In 1945, under the occupation she again led a women’s club. In 1958 she was part of a group that attempted to re-establish the BfM.

She died aged 77.
  • E.K. “Meinungsaustausch der Transvestiten”. Die Freundin, 13, 11 July 1927: 6.
  • Lotte Hahm. “Mondscheinfahrt fur unsere Frauen!”. Die Freundin, 25 June 1930: 6 .
  • Lotte Hahm. “Mondschein-Dampferpartie von ‘Violetta’” Die Freundin, 2 July 1930:5.
  • Hansi “Die Welt der Transvestiten”. Die Freundin, 23, 8 June 1932: 6.
  • Florence Tamagne. A history of homosexuality in Europe : Berlin, London, Paris, 1919-1939, volume I & II. Algora Publishing, 2006: 79, 364.
  • Katie Sutton. The Masculine Woman in Weimar Germany. Berghahn, 2011: 118-9.
  • Julie Nero. Hannah Höch, Til Brugman, Lesbianism, and Weimar Sexual Subculture. PhD Thesis Case Western Reserve University, 2013: 102n334, 155, 374.
  • Marti M. Lybeck. Desiring Emancipation: New Women and Homosexuality in Germany, 1890–1933. SUNY Press, 2014: 151-2, 163, 165-7, 181, 187, 195-6, 231 n2,3.
  • Laurie Marhoeffer. Sex and the Weimar Republic: German Homosexual Emancipation and the Rise of the Nazis. University of Toronto Press, 2015: 56-8, 62-5, 200.

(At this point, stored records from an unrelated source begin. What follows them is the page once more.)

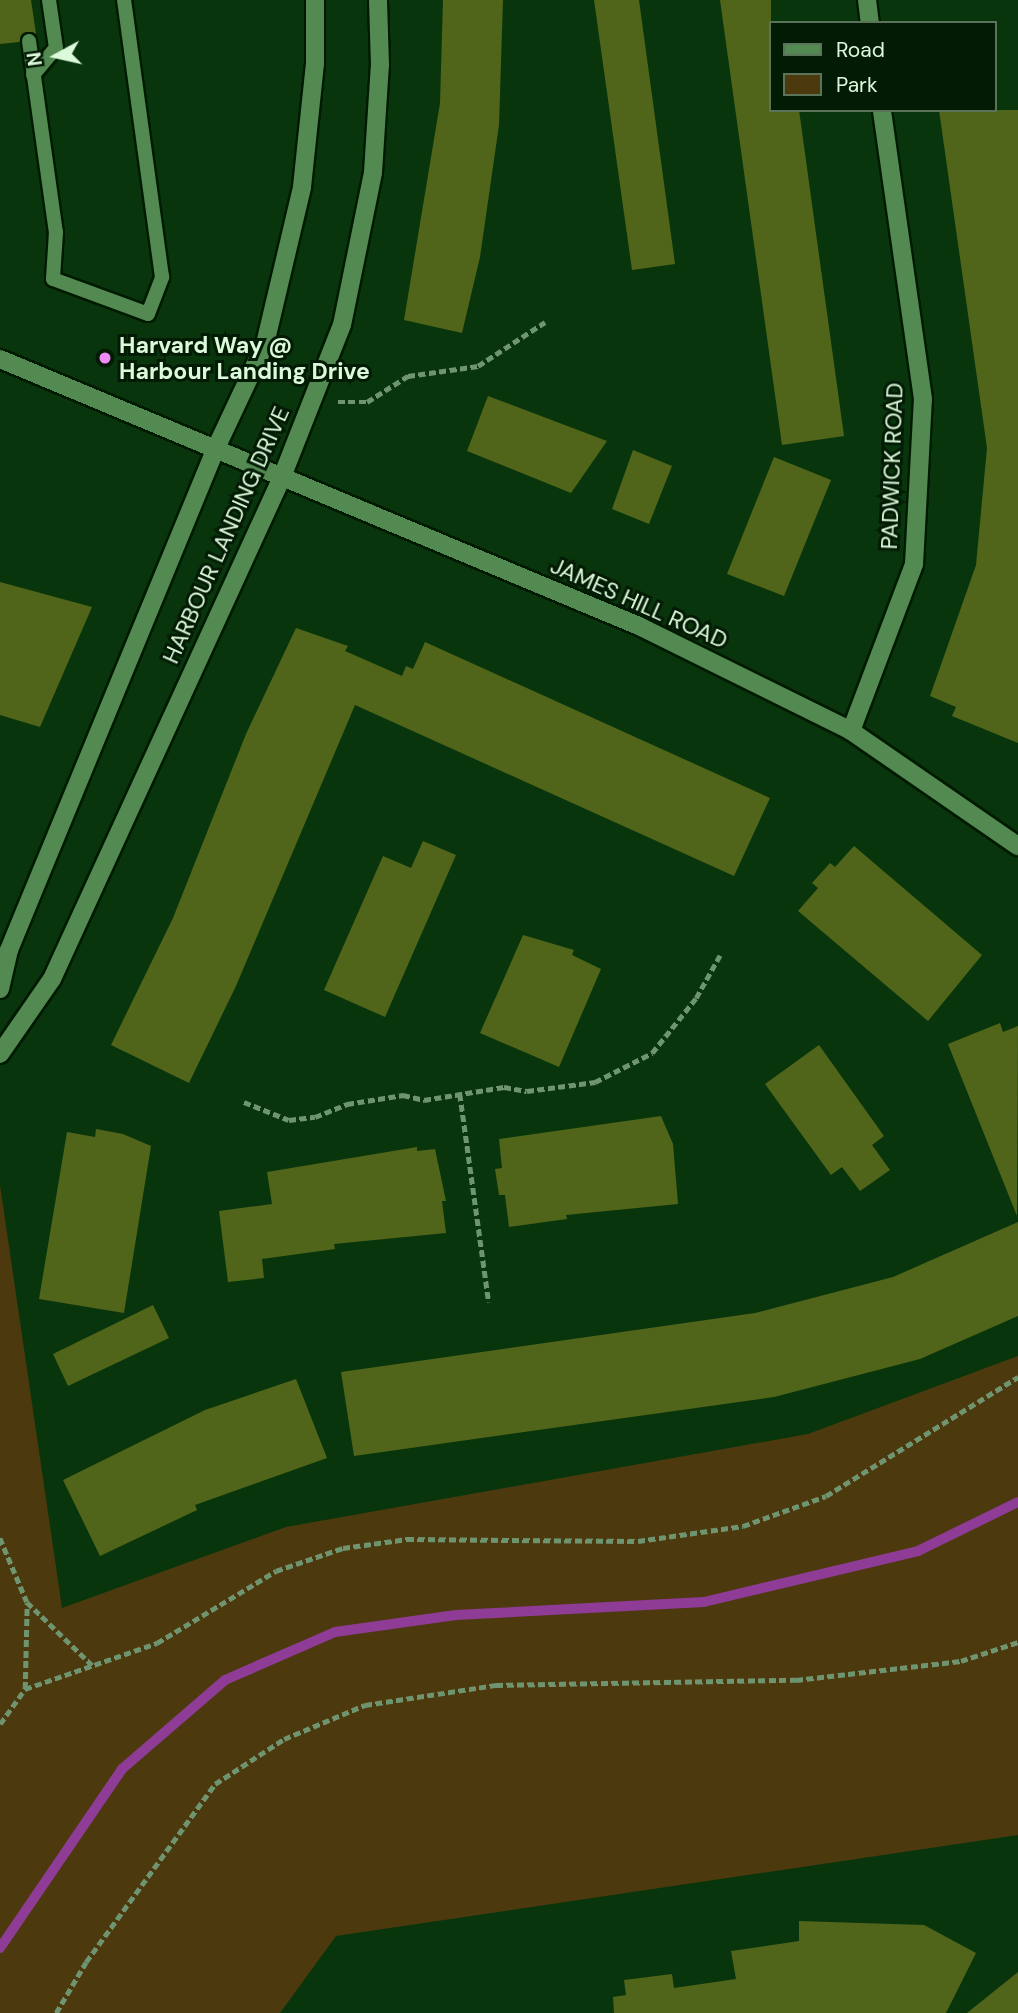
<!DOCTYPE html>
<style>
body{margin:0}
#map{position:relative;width:1018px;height:2013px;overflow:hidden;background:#09350c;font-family:"DM Sans",sans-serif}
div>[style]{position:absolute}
.green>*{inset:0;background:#4c390e}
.stream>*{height:10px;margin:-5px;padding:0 5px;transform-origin:5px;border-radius:5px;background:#8e3c96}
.building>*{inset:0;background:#506519}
.path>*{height:4.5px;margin-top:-2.25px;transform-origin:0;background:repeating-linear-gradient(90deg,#6f9470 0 7px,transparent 0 10.5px)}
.roads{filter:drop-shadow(2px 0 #001a01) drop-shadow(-2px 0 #001a01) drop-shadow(0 2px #001a01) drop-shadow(0 -2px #001a01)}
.service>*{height:14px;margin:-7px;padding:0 7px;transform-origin:7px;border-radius:7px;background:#528a51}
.minor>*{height:18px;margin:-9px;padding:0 9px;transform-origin:9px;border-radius:9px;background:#528a51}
.tertiary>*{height:18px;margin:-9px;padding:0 9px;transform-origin:9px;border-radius:9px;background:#528a51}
.dots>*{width:19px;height:19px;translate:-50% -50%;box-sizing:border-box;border:4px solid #031a04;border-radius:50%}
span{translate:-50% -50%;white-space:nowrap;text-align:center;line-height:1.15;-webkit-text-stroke:6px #031a04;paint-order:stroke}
.poi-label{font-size:23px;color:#dcfadb;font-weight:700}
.left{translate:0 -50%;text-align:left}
.street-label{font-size:23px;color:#dcfadb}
.legend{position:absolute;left:769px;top:21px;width:228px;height:91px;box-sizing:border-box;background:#031a04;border:2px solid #5a745a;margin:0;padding:9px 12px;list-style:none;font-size:21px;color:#dcfadb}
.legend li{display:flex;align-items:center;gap:14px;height:35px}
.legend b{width:35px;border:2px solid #5a745a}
.north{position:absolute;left:21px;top:21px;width:70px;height:70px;-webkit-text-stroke:5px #031a04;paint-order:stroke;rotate:262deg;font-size:19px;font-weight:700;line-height:28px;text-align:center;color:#dcfadb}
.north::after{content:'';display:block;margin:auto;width:24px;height:32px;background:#dcfadb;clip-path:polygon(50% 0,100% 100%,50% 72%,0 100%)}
</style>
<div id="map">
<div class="green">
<i style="clip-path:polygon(0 1185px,62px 1608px,286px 1527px,808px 1434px,1018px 1356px,1018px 1835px,336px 1936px,280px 2013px,0 2013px)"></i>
</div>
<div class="stream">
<i style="left:0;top:1948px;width:217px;rotate:-55.7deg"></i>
<i style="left:122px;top:1769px;width:136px;rotate:-40.8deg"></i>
<i style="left:225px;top:1680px;width:120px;rotate:-23.6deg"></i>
<i style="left:335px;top:1632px;width:122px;rotate:-8deg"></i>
<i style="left:456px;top:1615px;width:248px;rotate:-3deg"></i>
<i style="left:704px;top:1602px;width:220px;rotate:-13.4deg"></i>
<i style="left:918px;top:1551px;width:111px;rotate:-26.1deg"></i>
</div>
<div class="building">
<i style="clip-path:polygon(0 0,31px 0,36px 34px,27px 32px,19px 42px,0 44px)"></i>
<i style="clip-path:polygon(443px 0,503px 0,499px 125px,480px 257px,462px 333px,404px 320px,440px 103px)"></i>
<i style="clip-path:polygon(594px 0,639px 0,675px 264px,632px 270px)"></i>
<i style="clip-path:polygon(720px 0,771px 0,771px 110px,799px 110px,844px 436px,782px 445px)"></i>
<i style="clip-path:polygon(939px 110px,1018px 110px,1018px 743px,952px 716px,956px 707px,930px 696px,976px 565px,987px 448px)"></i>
<i style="clip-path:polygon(488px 396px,607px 441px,571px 493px,467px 451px)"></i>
<i style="clip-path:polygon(633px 450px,672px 466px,649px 524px,612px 509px)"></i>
<i style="clip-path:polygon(774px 457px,831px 480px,784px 596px,727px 574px)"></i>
<i style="clip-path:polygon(0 582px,92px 607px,40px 727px,0 715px)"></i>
<i style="clip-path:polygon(296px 628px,348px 646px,345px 651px,402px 676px,406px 666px,413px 669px,425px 642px,770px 798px,734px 876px,355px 705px,236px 986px,189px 1083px,111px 1045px,173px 918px,246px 734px)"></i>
<i style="clip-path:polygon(423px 841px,456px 855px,385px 1017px,324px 990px,383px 856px,411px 868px)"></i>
<i style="clip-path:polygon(854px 846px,982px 955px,928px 1021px,798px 911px,818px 888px,812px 883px,830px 863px,835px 867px)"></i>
<i style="clip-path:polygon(523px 935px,574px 950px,572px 955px,601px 969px,559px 1067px,480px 1033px)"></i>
<i style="clip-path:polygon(1000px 1023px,1003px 1032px,1018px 1026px,1017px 1216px,948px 1044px)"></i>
<i style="clip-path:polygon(819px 1045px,884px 1136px,872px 1145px,890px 1170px,860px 1191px,842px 1167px,831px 1175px,765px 1084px)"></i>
<i style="clip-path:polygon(661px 1116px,673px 1144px,678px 1204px,566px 1215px,567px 1219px,509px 1227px,505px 1195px,499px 1195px,495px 1169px,502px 1168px,499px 1139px)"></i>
<i style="clip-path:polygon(96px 1129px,123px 1134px,151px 1146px,124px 1313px,39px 1299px,67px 1132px,95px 1137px)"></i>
<i style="clip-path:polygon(417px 1147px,417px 1151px,435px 1149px,446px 1201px,442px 1201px,446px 1233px,334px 1244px,335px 1249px,262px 1259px,264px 1278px,228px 1282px,219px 1211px,272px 1204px,267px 1172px)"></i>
<i style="clip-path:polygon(1018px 1222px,1018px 1316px,920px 1359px,774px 1397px,354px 1456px,341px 1372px,755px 1313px,893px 1277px)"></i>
<i style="clip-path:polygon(153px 1305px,169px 1338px,68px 1386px,53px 1354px)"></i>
<i style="clip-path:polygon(296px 1379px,327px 1458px,195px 1505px,197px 1510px,100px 1556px,63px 1480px,205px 1410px)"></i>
<i style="clip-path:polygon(799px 1921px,924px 1925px,976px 1953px,946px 2013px,614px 2013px,613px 1997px,626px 1995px,624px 1980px,672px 1974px,674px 1988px,736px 1979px,731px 1951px,799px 1941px)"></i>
<i style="clip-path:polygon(1018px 1972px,1018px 2013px,967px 2013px)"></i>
</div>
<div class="path">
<i style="left:338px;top:402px;width:29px"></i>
<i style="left:367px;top:402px;width:49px;rotate:-32.4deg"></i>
<i style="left:408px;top:376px;width:71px;rotate:-8.1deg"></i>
<i style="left:478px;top:366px;width:80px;rotate:-33.3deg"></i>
<i style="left:460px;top:1094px;width:210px;rotate:82.1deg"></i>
<i style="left:244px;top:1102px;width:48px;rotate:21.8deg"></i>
<i style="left:289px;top:1120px;width:26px;rotate:-7deg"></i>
<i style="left:315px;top:1117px;width:35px;rotate:-22deg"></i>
<i style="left:347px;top:1104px;width:57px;rotate:-9.1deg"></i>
<i style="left:403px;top:1095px;width:22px;rotate:13deg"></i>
<i style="left:424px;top:1100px;width:81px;rotate:-9.2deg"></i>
<i style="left:504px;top:1087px;width:23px;rotate:10deg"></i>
<i style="left:527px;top:1091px;width:69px;rotate:-7.5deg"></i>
<i style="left:595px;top:1082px;width:64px;rotate:-27deg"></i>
<i style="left:652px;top:1053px;width:70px;rotate:-51.3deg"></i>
<i style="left:696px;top:998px;width:49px;rotate:-60.8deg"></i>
<i style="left:0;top:1538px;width:69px;rotate:67.1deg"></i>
<i style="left:27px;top:1602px;width:91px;rotate:44.1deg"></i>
<i style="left:25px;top:1689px;width:86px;rotate:-88.7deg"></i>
<i style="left:0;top:1724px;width:43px;rotate:-54.5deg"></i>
<i style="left:25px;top:1689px;width:140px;rotate:-19.2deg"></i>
<i style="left:157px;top:1643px;width:139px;rotate:-31.2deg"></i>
<i style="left:276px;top:1571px;width:71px;rotate:-18.9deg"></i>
<i style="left:343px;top:1548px;width:65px;rotate:-8deg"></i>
<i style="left:407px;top:1539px;width:231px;rotate:0.5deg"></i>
<i style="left:638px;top:1541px;width:106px;rotate:-8.1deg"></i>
<i style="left:743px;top:1526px;width:88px;rotate:-19.9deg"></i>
<i style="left:826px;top:1496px;width:226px;rotate:-31.8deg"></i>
<i style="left:56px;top:2013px;width:59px;rotate:-59.5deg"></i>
<i style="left:86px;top:1962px;width:220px;rotate:-54.1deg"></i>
<i style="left:215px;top:1784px;width:82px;rotate:-33.1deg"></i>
<i style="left:284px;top:1739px;width:88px;rotate:-22.8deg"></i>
<i style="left:365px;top:1705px;width:133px;rotate:-8.7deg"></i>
<i style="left:496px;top:1685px;width:300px;rotate:-1deg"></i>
<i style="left:796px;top:1680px;width:166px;rotate:-6.6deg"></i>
<i style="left:961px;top:1661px;width:60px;rotate:-18.4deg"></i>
</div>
<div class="roads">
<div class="service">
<i style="left:29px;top:41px;width:193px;rotate:82deg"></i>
<i style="left:56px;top:232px;width:47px;rotate:93.7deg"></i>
<i style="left:53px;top:279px;width:101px;rotate:20.2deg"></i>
<i style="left:148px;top:314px;width:40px;rotate:-69deg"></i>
<i style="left:162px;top:277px;width:280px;rotate:-97.8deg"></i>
<i style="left:33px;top:75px;width:35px;rotate:-50deg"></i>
<i style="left:56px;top:48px;width:49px;rotate:-98.3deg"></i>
</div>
<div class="minor">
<i style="left:867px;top:0;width:23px;rotate:83deg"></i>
<i style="left:851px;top:731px;width:178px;rotate:-69.3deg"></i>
<i style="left:914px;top:564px;width:165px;rotate:-86.9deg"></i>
<i style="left:923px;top:399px;width:292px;rotate:-98.1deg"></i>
</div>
<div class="tertiary">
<i style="left:0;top:359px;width:693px;rotate:22.68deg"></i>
<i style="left:639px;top:626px;width:237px;rotate:26.3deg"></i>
<i style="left:851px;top:731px;width:203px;rotate:34.6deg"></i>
<i style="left:0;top:989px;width:40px;rotate:-77deg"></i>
<i style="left:9px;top:950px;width:543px;rotate:-67.59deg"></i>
<i style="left:216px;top:448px;width:115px;rotate:-64.8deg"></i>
<i style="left:265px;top:344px;width:161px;rotate:-76.7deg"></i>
<i style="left:302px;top:187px;width:124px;rotate:-84deg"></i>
<i style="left:315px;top:64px;width:64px;rotate:-90deg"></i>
<i style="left:0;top:1054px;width:91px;rotate:-55.3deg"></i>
<i style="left:52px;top:979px;width:552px;rotate:-65.38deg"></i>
<i style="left:282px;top:477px;width:163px;rotate:-68.5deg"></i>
<i style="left:342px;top:325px;width:156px;rotate:-78.5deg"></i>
<i style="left:373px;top:172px;width:107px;rotate:-86.3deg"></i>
<i style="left:380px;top:65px;width:65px;rotate:-91.8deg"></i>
</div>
</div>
<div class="dots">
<i style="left:105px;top:358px;background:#ee8bf8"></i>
</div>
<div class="poi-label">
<span class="left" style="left:119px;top:358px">Harvard Way @<br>Harbour Landing Drive</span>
</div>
<div class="street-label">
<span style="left:892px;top:466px;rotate:-88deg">PADWICK ROAD</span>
<span style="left:226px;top:535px;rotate:-66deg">HARBOUR LANDING DRIVE</span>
<span style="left:639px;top:603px;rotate:24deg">JAMES HILL ROAD</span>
</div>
<ul class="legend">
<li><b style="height:9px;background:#528a51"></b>Road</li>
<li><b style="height:19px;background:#4c390e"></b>Park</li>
</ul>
<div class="north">N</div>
</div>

Pronouns.   There is no mention that Lotte asked to be addressed by male pronouns.   So in German Hahm was sie not er.   Being also active in feminist organizing, it would have been difficult to take the extra steps into masculinity.   While Virginia Prince combined transvestity with men's rights, Prince was never involved with the men's rights organizations of the period, and is not at all mentioned in the men's liberation books of the 1970s and 1980s.

Hansi's dress style combining a skirt and stockings with men's jackets and ties was common in the 1920s.  So it was more a fashion statement than identity expression.    Almost all of the photographs of Radclyffe Hall show her in a skirt.

There is no mention at all of Lotte Hahm in Halberstam's Female Masculinity.